Sort through the entries below and pull out lines containing the word "they".
::: Extracted information
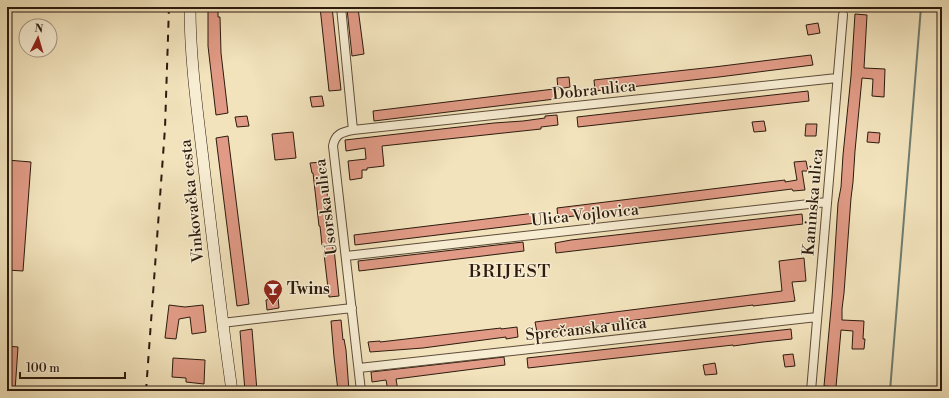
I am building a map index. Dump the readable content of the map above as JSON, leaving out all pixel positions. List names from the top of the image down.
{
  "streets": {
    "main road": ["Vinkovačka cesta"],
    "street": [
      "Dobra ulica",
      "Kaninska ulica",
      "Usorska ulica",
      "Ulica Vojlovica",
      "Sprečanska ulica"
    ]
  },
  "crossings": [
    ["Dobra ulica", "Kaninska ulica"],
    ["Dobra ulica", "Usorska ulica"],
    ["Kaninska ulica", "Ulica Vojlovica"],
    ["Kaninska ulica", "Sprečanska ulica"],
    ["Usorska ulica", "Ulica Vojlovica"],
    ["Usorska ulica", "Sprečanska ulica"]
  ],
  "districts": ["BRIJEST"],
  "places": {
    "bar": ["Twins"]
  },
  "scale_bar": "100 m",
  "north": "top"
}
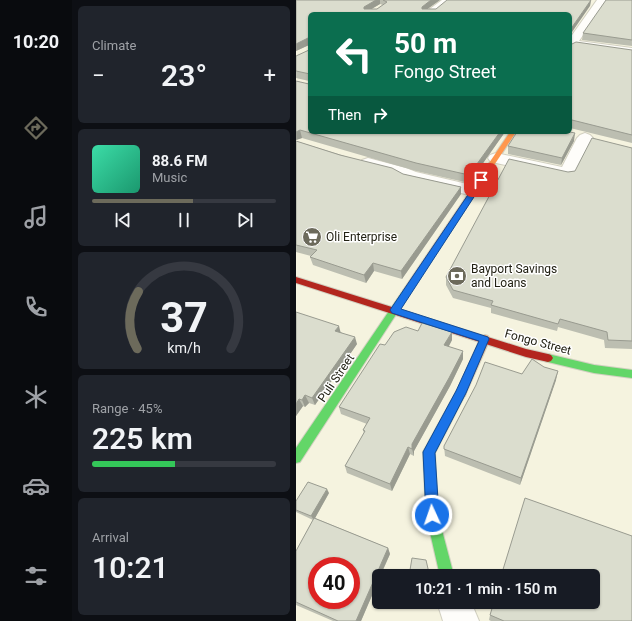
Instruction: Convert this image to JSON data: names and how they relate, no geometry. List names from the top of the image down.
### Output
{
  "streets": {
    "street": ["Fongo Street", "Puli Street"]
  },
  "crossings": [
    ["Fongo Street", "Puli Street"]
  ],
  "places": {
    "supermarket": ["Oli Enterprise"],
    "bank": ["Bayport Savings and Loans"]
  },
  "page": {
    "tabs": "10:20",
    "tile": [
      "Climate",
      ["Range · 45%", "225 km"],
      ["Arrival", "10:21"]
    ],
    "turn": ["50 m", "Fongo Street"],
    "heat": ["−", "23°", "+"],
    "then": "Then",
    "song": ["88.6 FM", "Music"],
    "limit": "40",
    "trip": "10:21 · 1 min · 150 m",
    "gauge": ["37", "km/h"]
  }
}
::::::
::: Extracted information
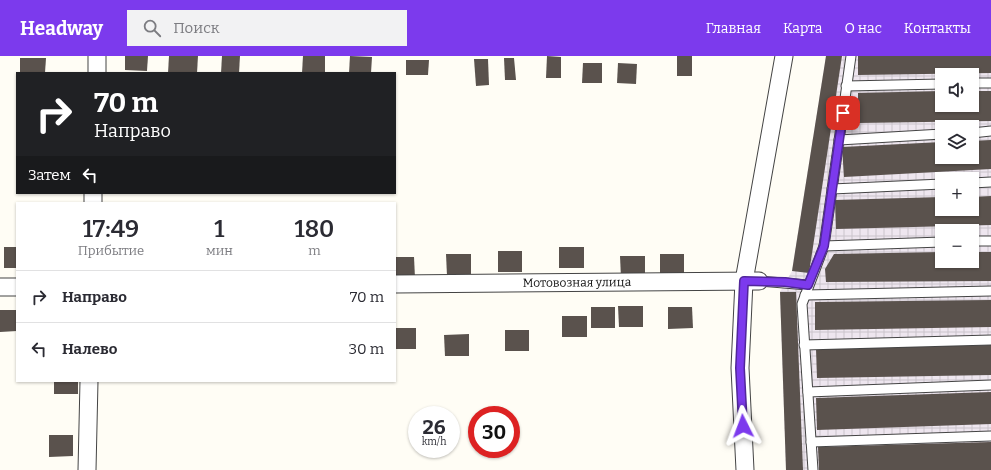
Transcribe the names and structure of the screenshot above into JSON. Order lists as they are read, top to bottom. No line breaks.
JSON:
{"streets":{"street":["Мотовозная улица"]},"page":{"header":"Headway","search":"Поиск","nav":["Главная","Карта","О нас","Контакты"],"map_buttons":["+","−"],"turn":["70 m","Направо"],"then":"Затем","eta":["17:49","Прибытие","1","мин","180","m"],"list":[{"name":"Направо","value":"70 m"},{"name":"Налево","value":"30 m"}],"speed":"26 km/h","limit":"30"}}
::::::
::: Extracted information
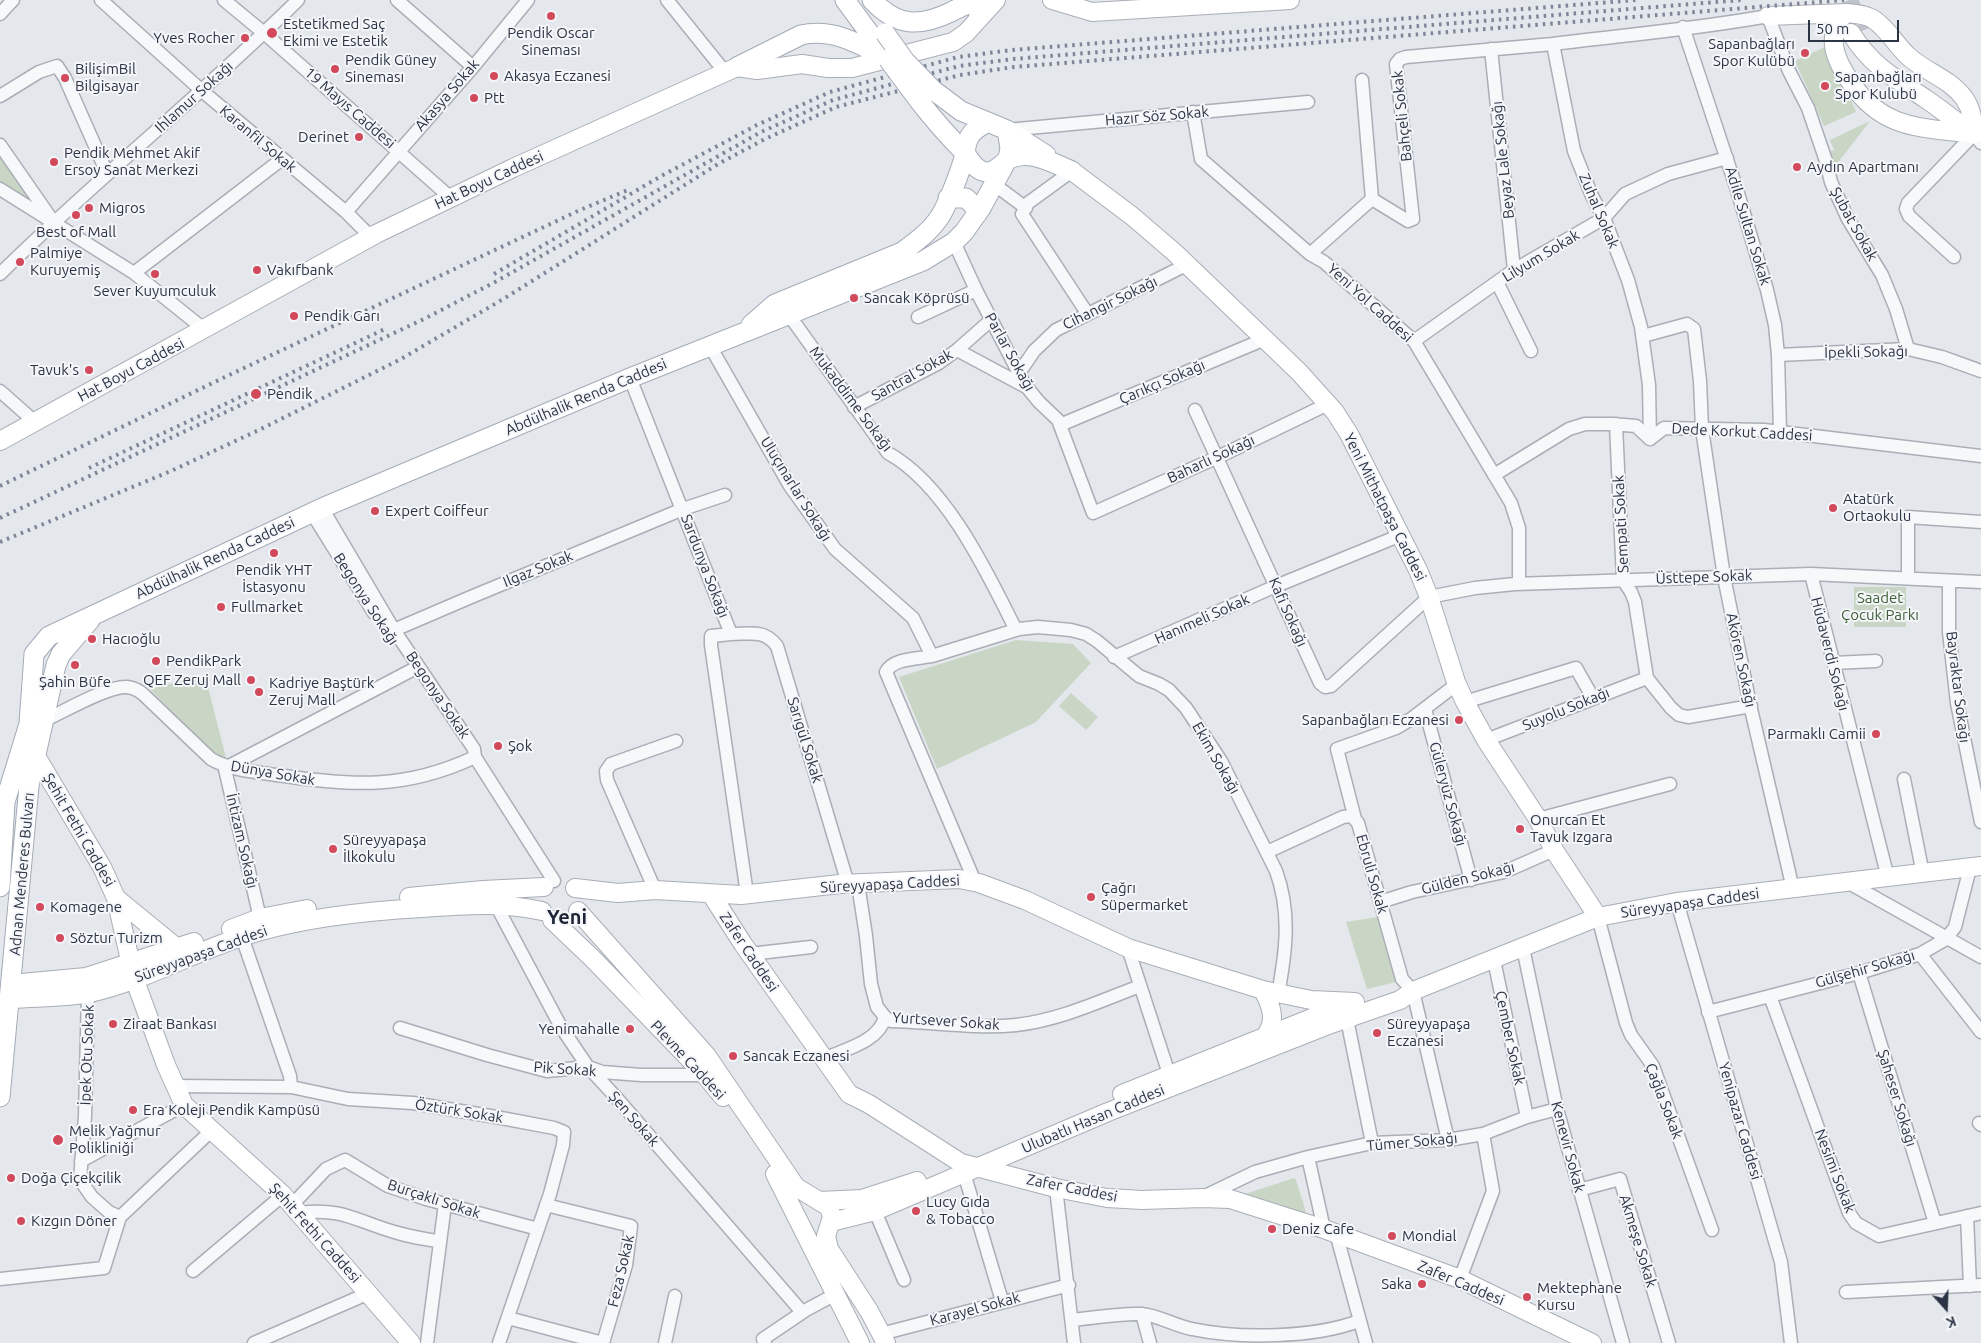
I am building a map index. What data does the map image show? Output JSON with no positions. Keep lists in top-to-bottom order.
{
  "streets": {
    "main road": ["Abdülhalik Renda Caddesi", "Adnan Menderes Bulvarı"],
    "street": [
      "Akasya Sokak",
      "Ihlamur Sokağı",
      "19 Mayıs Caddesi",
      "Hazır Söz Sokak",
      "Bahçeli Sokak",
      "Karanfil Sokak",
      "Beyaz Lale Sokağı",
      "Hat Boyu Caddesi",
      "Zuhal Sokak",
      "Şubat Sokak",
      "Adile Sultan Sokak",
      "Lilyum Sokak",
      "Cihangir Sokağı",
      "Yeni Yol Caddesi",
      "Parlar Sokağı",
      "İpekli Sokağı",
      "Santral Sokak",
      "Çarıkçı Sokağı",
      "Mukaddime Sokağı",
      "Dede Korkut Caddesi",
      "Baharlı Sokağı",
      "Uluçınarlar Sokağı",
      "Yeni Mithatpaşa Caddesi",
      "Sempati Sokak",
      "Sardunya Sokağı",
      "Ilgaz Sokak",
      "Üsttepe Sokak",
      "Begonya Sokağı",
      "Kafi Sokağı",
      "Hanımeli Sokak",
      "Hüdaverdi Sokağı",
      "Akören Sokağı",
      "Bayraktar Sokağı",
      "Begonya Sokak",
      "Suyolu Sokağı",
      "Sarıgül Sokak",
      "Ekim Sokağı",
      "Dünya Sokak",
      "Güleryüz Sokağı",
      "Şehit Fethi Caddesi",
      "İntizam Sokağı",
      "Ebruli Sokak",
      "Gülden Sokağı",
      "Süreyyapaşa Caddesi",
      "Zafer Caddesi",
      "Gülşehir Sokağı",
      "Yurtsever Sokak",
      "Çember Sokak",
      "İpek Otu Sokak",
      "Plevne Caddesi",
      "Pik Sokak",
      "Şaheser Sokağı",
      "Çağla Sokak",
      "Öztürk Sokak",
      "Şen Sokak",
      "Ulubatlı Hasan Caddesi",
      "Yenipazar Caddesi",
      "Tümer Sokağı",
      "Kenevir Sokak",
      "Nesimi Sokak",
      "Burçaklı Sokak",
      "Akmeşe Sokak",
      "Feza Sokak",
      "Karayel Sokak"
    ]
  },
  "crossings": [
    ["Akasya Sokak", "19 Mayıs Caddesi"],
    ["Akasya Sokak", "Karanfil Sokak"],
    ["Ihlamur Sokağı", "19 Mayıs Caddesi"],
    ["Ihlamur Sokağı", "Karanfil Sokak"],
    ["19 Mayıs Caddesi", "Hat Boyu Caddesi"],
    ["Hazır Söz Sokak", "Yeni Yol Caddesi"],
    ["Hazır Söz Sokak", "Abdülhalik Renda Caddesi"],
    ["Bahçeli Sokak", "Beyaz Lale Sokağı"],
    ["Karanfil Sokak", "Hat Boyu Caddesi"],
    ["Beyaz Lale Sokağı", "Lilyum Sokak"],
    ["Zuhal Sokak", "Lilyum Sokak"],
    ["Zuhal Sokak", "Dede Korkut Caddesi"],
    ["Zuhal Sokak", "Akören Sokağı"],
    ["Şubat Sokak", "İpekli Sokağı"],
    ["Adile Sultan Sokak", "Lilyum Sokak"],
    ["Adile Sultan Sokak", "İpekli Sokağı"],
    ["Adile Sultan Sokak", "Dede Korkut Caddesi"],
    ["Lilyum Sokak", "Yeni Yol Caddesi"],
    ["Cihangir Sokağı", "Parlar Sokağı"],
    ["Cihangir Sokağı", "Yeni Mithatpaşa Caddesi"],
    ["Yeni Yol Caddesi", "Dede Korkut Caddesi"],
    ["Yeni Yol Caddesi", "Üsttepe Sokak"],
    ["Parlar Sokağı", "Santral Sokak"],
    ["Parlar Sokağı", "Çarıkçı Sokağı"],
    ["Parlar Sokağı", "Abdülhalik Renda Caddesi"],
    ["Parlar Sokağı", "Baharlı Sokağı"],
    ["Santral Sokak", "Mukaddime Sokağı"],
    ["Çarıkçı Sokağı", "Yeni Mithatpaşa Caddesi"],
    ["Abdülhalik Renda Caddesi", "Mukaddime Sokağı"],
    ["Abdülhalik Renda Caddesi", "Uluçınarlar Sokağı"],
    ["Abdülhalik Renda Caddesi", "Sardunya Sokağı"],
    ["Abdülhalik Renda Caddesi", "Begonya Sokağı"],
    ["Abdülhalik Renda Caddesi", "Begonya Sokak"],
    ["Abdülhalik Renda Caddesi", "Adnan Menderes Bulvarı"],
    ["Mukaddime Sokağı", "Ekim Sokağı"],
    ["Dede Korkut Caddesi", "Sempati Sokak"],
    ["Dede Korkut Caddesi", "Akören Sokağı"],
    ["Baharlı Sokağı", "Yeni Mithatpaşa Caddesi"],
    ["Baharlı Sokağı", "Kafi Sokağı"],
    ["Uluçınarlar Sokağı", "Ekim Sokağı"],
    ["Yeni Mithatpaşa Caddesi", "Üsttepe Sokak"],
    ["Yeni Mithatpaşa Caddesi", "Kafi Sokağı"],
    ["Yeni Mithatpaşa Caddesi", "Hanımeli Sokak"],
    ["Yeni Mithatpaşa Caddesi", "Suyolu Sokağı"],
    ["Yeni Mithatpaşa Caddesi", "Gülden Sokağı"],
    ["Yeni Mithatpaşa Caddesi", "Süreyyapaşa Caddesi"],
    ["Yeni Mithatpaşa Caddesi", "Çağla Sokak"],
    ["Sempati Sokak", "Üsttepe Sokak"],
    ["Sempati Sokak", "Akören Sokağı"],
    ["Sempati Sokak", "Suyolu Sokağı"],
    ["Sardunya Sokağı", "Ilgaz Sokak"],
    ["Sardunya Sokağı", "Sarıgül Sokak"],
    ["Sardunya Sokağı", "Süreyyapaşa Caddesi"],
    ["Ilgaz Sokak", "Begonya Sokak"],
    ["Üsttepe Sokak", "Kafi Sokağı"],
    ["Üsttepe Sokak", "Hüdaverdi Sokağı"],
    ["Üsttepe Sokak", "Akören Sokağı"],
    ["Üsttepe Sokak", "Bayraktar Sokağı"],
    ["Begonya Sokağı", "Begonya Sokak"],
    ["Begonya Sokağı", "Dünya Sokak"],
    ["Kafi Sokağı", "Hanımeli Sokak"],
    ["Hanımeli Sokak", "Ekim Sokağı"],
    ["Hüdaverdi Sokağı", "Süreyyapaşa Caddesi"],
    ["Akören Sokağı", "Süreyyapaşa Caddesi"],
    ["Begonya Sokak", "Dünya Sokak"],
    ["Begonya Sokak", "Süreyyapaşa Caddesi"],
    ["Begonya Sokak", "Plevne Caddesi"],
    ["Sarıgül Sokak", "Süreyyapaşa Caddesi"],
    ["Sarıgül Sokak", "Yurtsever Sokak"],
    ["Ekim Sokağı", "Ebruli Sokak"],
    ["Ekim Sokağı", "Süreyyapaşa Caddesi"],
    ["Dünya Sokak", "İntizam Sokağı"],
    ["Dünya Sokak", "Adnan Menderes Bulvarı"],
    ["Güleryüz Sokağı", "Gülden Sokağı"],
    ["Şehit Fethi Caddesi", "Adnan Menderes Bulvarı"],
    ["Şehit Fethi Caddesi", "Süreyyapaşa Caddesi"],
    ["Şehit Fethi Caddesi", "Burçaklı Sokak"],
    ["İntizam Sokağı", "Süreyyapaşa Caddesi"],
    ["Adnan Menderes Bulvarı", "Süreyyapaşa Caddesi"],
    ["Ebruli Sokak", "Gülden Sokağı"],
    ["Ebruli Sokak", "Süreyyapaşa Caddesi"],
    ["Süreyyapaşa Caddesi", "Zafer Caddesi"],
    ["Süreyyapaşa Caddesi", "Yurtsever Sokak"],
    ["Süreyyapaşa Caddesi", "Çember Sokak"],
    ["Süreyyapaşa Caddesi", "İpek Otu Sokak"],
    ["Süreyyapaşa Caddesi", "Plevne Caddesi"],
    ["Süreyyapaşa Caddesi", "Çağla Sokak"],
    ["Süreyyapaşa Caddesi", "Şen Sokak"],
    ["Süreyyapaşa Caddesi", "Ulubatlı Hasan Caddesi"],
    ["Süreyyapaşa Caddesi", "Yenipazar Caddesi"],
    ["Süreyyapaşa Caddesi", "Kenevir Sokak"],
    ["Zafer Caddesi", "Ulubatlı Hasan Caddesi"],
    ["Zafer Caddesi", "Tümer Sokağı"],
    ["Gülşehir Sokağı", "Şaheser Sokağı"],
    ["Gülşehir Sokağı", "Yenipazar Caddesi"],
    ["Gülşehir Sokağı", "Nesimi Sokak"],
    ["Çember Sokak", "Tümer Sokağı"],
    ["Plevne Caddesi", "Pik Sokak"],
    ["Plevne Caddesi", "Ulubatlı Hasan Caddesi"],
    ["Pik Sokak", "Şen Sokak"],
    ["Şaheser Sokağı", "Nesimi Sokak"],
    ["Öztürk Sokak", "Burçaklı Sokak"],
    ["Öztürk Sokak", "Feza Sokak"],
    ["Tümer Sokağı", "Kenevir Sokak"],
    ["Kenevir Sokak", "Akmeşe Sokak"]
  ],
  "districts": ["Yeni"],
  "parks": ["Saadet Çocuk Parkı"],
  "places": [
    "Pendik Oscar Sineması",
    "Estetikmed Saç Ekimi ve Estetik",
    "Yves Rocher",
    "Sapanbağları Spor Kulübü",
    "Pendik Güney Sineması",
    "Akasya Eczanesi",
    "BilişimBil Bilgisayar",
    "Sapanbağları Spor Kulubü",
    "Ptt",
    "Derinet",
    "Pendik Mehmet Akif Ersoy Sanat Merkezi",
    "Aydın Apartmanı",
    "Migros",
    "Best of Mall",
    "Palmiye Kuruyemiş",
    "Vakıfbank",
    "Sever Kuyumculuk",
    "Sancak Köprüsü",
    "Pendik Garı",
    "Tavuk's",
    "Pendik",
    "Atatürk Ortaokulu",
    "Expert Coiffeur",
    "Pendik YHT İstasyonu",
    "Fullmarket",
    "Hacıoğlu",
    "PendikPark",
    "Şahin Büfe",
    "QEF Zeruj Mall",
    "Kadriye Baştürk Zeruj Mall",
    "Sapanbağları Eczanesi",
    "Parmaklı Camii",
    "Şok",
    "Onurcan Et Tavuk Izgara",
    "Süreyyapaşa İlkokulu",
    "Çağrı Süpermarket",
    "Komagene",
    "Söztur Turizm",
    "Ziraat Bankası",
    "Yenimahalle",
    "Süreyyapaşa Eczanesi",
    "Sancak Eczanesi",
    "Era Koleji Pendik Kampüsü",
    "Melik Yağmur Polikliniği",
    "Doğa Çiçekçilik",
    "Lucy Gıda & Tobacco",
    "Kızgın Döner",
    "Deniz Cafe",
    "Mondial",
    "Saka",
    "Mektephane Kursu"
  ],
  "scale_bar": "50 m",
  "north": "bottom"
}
::::::
Exercise response —
Instruction: Convert this image to JSON data: names and how they relate, no geometry. List names from the top of the image down.
Transcribe the names and structure of the screenshot above into JSON. Order lists as they are read, top to bottom. No line breaks.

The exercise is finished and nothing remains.